The BJP should be well satisfied with the results of the civic elections in Mumbai and nine other cities and 25 district councils in Maharashtra. They are a clear indication that its carefully calibrated and diligently implemented efforts to spread its footprint across the country are working. In Maharashtra, chief minister Devendra Fadnavis can take credit for building on the mandate the BJP got riding on the Modi wave of 2014. But credit is also due to Prime Minister Narendra Modi and BJP president Amit Shah for giving him a free hand once they decided he would be the CM and to the BJP cadre for falling in line.
Mr Fadnavis went to the people with the promise of good governance and transparency, and banking on his track record as CM over the last couple of years. He took on the Shiv Sena in Mumbai and the Congress and the Nationalist Congress Party in the districts. As significant as its success in Mumbai is the BJP’s rout of the NCP in Pune and Pimpri-Chinchwad. Demonetisation and farmers’ distress were expected to cost the BJP in the rural areas. Instead, it has won control of 12 of the 25 district councils that went to the polls — a massive improvement on its 2012 tally of one. The Shiv Sena may have held on to its core Marathi voter base in Mumbai and Thane, but everywhere else there has been no such polarisation. Neither has the BJP suffered significantly from the attempts to stir up the dominant Maratha community against it.

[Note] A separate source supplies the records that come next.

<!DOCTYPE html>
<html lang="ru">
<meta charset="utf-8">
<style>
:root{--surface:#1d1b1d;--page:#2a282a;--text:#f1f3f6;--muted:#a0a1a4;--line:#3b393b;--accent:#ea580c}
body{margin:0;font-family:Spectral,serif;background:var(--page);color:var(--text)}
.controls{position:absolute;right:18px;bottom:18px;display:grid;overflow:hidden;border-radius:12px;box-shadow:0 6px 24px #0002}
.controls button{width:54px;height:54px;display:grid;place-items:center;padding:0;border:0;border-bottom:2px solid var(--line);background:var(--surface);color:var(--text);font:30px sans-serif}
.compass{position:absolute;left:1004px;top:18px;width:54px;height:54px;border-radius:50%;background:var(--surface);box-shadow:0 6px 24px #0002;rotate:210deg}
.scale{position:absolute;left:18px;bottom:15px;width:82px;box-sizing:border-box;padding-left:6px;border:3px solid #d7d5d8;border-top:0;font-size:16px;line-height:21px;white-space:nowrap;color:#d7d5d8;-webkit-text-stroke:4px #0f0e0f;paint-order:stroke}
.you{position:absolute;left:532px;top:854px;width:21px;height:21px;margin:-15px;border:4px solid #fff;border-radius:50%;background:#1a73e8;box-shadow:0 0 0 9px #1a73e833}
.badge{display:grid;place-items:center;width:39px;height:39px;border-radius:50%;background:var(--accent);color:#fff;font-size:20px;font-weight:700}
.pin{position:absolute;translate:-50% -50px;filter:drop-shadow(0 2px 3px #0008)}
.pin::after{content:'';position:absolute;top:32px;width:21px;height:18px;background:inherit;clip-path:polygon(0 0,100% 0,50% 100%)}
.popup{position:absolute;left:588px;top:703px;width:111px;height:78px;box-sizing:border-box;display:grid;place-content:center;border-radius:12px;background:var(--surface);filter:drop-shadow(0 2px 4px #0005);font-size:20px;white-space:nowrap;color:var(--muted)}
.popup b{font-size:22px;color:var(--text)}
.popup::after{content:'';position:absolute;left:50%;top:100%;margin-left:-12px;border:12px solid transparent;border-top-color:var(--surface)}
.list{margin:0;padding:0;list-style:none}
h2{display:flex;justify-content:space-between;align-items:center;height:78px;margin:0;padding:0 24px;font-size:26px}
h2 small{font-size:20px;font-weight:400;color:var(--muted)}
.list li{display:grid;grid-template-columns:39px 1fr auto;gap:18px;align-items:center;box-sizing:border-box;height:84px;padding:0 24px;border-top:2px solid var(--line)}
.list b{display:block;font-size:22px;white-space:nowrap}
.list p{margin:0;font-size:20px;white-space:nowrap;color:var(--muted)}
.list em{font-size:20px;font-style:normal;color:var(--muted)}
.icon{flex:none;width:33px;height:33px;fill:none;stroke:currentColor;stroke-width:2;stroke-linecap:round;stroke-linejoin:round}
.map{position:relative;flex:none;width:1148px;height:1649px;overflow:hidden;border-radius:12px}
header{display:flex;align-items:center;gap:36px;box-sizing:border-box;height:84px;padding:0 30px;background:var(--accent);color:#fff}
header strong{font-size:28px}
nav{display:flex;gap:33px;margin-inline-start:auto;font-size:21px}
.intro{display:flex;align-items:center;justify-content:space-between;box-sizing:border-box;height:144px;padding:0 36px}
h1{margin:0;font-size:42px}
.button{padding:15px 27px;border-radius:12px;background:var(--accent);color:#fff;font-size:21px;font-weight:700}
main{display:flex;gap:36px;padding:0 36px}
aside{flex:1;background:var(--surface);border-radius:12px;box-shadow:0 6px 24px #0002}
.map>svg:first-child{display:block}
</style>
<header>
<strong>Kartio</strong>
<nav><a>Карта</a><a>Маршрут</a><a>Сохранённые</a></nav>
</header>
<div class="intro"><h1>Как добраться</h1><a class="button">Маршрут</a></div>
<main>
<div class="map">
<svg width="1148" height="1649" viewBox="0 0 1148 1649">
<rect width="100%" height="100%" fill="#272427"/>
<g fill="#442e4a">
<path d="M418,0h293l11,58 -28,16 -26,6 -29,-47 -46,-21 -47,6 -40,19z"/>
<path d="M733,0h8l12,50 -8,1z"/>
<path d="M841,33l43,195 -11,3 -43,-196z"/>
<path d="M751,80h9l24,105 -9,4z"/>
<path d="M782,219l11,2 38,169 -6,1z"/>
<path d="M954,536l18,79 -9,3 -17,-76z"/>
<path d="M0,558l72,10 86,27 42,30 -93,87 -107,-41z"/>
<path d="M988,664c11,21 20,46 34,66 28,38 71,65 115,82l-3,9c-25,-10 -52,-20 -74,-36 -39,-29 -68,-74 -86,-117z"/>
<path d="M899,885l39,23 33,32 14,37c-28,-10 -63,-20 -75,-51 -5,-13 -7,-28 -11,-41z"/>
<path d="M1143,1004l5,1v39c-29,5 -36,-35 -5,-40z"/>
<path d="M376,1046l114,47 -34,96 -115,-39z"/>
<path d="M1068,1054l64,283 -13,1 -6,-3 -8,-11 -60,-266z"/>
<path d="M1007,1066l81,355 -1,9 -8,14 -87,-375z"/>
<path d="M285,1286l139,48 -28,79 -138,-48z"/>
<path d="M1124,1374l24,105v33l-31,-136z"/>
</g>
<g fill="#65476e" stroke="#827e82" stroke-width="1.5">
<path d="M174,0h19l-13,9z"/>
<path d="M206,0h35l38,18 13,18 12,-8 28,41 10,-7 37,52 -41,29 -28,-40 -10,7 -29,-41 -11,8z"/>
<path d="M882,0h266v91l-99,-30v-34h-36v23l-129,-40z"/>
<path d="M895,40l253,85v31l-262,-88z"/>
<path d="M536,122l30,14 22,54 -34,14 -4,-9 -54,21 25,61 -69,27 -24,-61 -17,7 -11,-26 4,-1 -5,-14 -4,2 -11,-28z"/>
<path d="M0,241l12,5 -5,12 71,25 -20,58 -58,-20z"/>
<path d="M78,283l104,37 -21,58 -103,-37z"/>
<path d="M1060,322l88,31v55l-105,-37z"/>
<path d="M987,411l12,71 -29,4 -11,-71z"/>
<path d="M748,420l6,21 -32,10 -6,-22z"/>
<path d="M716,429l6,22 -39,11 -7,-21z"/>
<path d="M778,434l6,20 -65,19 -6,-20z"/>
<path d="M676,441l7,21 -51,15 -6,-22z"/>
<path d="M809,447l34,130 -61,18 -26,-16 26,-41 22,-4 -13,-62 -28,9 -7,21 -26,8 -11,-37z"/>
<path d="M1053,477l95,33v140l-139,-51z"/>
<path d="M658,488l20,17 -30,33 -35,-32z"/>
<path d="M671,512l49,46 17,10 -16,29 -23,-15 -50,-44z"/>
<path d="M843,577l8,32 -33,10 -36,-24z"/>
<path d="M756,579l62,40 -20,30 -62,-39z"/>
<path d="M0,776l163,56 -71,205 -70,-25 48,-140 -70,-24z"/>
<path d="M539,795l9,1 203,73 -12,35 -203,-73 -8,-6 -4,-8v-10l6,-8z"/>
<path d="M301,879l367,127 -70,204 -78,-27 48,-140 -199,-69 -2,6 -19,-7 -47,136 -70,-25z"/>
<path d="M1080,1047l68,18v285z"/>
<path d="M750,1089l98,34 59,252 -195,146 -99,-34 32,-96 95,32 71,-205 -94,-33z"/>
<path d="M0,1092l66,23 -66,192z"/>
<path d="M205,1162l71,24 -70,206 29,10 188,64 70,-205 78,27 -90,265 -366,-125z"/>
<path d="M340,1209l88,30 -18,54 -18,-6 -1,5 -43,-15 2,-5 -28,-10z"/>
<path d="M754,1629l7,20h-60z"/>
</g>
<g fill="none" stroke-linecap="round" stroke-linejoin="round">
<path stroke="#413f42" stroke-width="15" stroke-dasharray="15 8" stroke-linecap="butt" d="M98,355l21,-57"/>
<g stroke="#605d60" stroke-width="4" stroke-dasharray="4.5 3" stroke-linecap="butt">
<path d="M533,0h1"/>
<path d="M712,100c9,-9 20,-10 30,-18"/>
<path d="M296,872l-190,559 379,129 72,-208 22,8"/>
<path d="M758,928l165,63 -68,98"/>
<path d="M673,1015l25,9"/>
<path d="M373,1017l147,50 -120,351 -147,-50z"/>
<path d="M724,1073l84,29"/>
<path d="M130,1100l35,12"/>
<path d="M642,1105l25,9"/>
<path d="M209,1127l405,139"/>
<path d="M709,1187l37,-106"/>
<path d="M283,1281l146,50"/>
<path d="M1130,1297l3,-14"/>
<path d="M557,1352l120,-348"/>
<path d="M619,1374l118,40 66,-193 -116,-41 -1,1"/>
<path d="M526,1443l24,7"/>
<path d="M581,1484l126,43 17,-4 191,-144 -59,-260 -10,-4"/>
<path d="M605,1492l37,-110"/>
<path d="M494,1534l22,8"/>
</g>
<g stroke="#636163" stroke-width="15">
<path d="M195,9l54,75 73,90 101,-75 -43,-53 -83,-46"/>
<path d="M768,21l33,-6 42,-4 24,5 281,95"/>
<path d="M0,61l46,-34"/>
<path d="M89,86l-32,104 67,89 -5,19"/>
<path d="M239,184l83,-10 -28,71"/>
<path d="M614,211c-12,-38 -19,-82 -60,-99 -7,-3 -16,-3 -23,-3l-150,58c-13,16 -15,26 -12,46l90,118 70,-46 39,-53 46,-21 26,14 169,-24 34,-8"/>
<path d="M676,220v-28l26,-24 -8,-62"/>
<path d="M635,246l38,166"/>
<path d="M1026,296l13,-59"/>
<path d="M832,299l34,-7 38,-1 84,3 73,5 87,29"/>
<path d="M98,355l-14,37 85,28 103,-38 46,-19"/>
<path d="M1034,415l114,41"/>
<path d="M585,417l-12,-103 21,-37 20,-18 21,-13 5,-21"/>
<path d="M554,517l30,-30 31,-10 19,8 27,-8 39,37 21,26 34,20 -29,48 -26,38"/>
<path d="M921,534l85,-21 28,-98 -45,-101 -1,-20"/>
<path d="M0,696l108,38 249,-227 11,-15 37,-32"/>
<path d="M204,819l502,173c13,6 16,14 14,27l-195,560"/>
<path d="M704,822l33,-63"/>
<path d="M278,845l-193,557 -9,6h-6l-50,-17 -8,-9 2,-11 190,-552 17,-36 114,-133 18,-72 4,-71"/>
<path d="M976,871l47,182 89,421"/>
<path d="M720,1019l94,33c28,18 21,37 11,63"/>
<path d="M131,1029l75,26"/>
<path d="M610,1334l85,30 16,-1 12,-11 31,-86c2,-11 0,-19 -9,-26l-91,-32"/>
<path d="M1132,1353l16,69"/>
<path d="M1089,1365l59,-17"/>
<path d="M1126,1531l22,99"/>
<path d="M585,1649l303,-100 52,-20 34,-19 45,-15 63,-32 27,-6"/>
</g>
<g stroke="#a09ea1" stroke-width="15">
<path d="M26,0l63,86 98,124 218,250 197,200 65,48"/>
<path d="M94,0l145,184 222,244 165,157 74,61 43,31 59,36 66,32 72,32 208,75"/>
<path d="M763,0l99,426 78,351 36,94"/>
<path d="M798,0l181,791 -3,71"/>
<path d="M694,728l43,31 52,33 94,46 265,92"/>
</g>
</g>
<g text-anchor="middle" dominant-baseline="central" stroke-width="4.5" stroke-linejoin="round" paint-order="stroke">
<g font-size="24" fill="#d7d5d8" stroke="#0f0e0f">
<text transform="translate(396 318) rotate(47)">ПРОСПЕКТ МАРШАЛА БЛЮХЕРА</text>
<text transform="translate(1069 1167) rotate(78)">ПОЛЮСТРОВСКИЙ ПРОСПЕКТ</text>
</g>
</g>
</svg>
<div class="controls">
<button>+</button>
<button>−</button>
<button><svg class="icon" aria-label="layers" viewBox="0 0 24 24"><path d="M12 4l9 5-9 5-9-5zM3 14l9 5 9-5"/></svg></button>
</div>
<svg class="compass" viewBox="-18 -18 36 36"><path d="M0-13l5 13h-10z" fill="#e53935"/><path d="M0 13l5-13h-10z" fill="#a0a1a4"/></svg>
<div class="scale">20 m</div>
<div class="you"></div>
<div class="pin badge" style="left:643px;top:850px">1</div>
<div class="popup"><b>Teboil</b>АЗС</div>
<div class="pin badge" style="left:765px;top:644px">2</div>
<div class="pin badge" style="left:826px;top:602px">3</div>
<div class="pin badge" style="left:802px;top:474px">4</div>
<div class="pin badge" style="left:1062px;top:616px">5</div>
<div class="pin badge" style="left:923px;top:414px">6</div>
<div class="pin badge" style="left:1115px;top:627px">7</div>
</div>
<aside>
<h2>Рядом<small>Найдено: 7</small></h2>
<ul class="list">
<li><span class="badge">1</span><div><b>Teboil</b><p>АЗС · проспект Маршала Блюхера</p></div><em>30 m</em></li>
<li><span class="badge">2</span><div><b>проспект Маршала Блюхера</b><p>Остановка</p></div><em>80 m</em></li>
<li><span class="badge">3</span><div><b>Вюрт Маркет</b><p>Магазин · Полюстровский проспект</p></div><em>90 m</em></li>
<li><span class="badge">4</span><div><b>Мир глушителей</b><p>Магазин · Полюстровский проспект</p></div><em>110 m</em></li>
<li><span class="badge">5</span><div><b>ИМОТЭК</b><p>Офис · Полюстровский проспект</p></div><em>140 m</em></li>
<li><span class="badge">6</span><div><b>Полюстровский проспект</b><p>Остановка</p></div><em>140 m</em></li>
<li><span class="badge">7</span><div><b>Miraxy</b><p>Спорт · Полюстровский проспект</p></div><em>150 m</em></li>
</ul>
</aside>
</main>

The BJP in power, at the Centre and in the states, has continued to show the same intensity and attention to detail in communicating with the people that it did during the 2014 campaign and this is what separates it from the other parties and also leaves them worried. Already there is talk of the Shiv Sena, the Congress and the NCP tying up to keep the BJP out in Maharashtra. Even if nothing comes of these efforts, they reflect a growing recognition that the BJP has usurped the Congress’ position as the natural party of governance in India. Witness what happened in Bihar and is unfolding in Uttar Pradesh – a ganging up against the BJP.
With the results of the civic elections in Maharashtra and Odisha, the trend of other parties ganging up against the BJP will only strengthen. For the BJP, however, this could prove more a cause for celebration than worry. For, it is an admission by its rivals that the BJP occupies pole position in India political landscape and this can only help the party in its bid to capture power in more states in other parts of the country.